Es un mágico e inexplicable lugar dentro de mi cabeza que lleva a mundo totalmente diferentes, situaciones diferentes, y conocer personalidades diferentes ya sean, cercanas o ajenas.
Últimamente estoy durmiendo demasiado. Quién sabe, quiero pensar que soy una de las soñadoras favoritas de Morfeo y por eso me da más horas de sueños. Me encanta estar en su mundo. Soñar. Soñar sin sentido. Soñar en un mundo en el cual me sienta cómoda. Soñar para escapar de mi monótona realidad. Soñar para sentirme libre.
¿Quién no ha sonado?
Gracias a los sueños puedo seguir viviendo. Admito que me da algo de tristeza levantarme, abrir mis ojos y encontrarme en mi oscura habitación, sabiendo que el día comenzó. Dándome cuenta que tengo muchas cosas que hacer.
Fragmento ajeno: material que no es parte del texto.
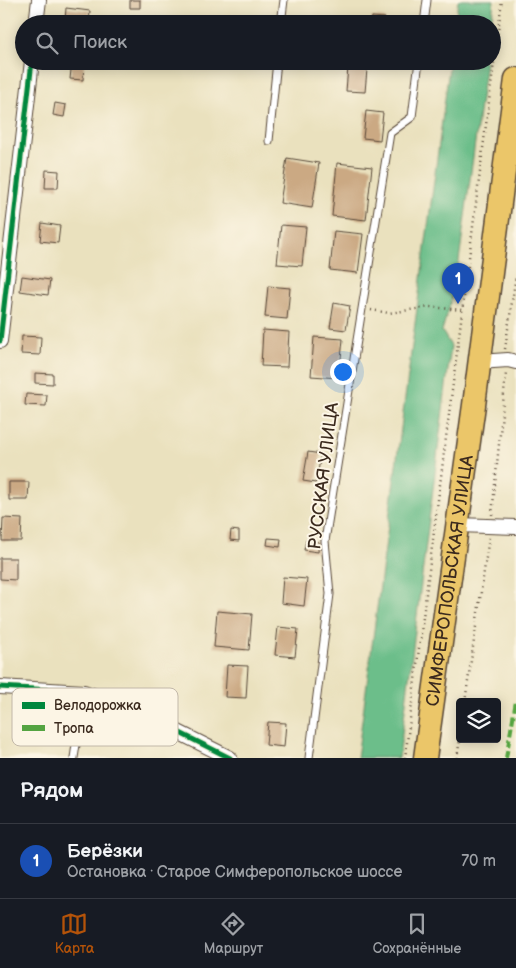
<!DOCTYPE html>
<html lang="ru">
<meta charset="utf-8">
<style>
body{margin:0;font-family:"Balsamiq Sans",sans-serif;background:#242831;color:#f1f3f6}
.controls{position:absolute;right:15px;bottom:15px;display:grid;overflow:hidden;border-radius:5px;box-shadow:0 2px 12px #0003}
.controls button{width:45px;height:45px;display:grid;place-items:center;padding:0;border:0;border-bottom:1px solid #363941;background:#171b24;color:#f1f3f6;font:25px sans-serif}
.you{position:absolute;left:342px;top:371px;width:18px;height:18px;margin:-12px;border:4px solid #fff;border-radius:50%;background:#1a73e8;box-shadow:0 0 0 8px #1a73e833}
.badge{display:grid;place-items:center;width:32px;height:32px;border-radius:50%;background:#b45309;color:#fff;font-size:16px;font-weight:700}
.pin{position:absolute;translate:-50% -41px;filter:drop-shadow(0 1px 2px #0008)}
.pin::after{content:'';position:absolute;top:26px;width:18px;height:15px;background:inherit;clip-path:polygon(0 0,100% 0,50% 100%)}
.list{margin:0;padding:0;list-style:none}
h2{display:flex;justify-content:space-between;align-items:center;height:65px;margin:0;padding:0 20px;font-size:21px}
h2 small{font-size:16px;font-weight:400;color:#9ea1a6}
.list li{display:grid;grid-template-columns:32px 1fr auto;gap:15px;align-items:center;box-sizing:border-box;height:75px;padding:0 20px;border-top:1px solid #363941}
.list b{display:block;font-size:19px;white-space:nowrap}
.list p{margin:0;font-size:16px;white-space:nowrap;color:#9ea1a6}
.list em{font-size:16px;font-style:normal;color:#9ea1a6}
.icon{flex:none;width:28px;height:28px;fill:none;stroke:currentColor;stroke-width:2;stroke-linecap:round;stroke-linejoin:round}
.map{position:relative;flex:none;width:516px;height:758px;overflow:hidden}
.search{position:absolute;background:#171b24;box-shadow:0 2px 12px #0003;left:15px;right:15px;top:15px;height:55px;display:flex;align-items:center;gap:12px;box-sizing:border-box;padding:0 18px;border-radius:28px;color:#9ea1a6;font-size:19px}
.sheet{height:140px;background:#171b24}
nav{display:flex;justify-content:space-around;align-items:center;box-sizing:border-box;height:70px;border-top:1px solid #363941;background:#171b24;font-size:14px;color:#9ea1a6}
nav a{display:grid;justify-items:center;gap:2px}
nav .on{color:#b45309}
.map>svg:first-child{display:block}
.forest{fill:#6cbe8a;stroke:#547454}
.building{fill:#cba983}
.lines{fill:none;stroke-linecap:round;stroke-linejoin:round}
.service-casing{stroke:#554536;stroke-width:9}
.minor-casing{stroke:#554536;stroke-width:16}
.primary-casing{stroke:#554536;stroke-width:25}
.path{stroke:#554536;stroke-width:2.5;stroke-dasharray:1 4;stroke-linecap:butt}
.service{stroke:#fff;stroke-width:7}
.minor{stroke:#fff;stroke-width:14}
.primary{stroke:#ebc669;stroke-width:22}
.quiet{stroke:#54a441;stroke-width:4;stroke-dasharray:8 4;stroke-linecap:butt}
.cycleway-casing{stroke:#fcf5e5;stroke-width:8}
.cycleway{stroke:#00873e;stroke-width:5}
.labels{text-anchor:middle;stroke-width:4;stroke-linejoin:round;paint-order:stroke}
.street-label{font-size:18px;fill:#3b2a1e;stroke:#fcf5e5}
.key{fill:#fcf5e5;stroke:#c2b8a9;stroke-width:1}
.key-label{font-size:14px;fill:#3b2a1e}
</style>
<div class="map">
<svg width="516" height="758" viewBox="0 0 516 758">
<rect width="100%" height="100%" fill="#fcf5e5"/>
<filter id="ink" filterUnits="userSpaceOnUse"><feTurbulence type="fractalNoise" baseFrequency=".02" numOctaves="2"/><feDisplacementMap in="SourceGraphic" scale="10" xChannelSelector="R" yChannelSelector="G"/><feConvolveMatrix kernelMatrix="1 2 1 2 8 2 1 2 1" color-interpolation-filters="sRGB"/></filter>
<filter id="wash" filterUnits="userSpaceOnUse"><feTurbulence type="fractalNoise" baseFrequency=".0096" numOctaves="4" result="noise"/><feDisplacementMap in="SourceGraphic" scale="20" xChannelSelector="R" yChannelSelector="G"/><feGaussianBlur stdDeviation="1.12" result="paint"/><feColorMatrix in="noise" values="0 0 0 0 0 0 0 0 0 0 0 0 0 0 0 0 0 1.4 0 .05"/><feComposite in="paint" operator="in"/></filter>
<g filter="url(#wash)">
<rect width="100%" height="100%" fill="#eae1be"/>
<path class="forest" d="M458,0h36l-3,24h-36z
M450,61h36l-30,222 -14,48 9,15 -52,412h-42z"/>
<g id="blocks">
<path class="building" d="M130,0h10v8h-10z
M66,8l24,3 -1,13 -24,-3z
M372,17l13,1 -1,6h-13z
M72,61h12l-1,19 -13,-1z
M348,67l19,2 -2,23 -19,-1z
M55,103l11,2 -2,12 -11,-2z
M366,111l17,2 -3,27 -17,-2z
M287,158l32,5 -7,45 -32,-5z
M337,163l35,4 -6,53 -34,-4z
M46,170l13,1 -1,17h-13z
M42,223l18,3 -2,17 -18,-2z
M281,225l25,2 -4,39 -25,-2z
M334,231l29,3 -5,39 -28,-3z
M22,276l28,4 -2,15 -28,-4z
M268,286l22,2 -3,31 -22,-2z
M334,303l16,3 -4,24 -16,-2z
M263,330l26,2 -2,35 -26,-1z
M22,336l19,1 -1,18 -19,-1z
M314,337l29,2 -4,39 -28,-2z
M35,373l18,1v10l-18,-1z
M26,394l21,1 -1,11 -21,-1z
M308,452l13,2 -5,29 -13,-2z
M9,482h20l-1,18h-19z
M3,518l19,1 -1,22h-19z
M231,530l8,1v10l-9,-1z
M268,538l13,1 -1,8 -13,-2z
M306,540l13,2 -1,10 -14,-2z
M0,558h16v22l-16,-1z
M283,577l24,2 -3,27 -23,-3z
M217,611l35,3 -3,36 -35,-3z
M278,627l20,2 -3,28 -20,-2z
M227,665l21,1 -2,32 -21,-1z
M268,722l18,1 -2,24 -18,-2z"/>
</g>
</g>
<g filter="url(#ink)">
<use href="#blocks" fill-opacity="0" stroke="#554536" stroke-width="1"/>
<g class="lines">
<defs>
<path id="service" d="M281,24l3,-24
M424,24l3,-24
M269,141l8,-80
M74,758l10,-66
M309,758l21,-164 -5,-53 65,-408 22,-16 7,-56"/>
<path id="minor" d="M36,24l3,-24
M0,341l32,-280
M479,362l29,-2 8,2
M458,525l58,2
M0,687l84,5 48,17 98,49"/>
<g id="primary">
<path id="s1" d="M425,758l49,-353 42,-326"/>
</g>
</defs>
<use href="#service" class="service-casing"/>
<use href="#minor" class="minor-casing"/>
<use href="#primary" class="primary-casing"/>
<path class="path" d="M371,310l18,3 41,-6 32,3
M505,349l11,-74
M492,515l14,-142
M465,702l24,-165
M405,758l97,-758
M457,758l3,-19"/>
<use href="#service" class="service"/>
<use href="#minor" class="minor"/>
<use href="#primary" class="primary"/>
<path class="quiet" d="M506,758l10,-57"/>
<defs>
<path id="cycleway" d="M0,341l32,-280
M0,687l84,5 48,17 98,49"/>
</defs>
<use href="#cycleway" class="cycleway-casing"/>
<use href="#cycleway" class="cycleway"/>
</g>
</g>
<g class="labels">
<g class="street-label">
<text transform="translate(323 476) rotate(-83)" y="6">РУССКАЯ УЛИЦА</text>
<text dy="6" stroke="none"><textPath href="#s1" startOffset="179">СИМФЕРОПОЛЬСКАЯ УЛИЦА</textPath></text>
</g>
</g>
<rect x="12" y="688" width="166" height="58" rx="8" class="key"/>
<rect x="22" y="702" width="23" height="7" fill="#00873e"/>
<rect x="22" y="725" width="23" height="6" fill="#54a441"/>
<g class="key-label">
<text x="54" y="710">Велодорожка</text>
<text x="54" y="733">Тропа</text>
</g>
</svg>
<div class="controls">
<button><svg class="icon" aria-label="layers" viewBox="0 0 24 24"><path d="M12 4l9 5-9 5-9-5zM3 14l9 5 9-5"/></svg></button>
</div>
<div class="you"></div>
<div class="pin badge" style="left:458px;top:304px;background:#1a4fb4">1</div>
<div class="search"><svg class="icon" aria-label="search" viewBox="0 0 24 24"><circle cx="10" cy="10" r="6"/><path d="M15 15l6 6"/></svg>Поиск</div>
</div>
<section class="sheet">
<h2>Рядом<small></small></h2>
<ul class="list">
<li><span class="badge" style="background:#1a4fb4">1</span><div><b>Берёзки</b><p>Остановка · Старое Симферопольское шоссе</p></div><em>70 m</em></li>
</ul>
</section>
<nav>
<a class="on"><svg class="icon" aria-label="map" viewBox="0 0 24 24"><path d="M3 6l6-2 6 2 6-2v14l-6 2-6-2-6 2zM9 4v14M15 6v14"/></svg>Карта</a>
<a><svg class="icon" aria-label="directions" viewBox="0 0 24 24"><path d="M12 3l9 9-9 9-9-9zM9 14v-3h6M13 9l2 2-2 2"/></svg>Маршрут</a>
<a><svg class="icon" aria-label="saved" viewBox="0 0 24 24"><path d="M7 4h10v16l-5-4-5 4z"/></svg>Сохранённые</a>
</nav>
¿Estaré deprimida? ¿Por qué pregunto esto? Porqué siempre escuchó dichos de que "cuando duermes muchos estás deprimida, desganada, sin ganas de vivir". No sabría cómo responder a eso. Tampoco quiero darme un diagnóstico equivocado. Pienso en ello, pero vuelvo a decir, adoro dormir. Adoro hundirme en mis sueños más profundos y no despertar. Soy feliz soñando. Soy feliz en mi mundo que fue creado por mi cabeza. Hasta una pesadilla. Las pesadillas dan miedo pero me causa intriga; ¿por qué sueño con algo así? ¿qué quiere decirme? ¿que pasará o qué me pasará?
La mayoría despertaría en un grito y al abrir los ojos se relajan al ver todo normal en cambio yo, no puedo abrir los ojos, me da miedo que esa "cosa" me sorprenda en la realidad.
Por eso mismo, me siento más segura en mis sueños porque se que no es real aún así lo siento tan real y magnífico.
Debería empezar a escribir mis sueños.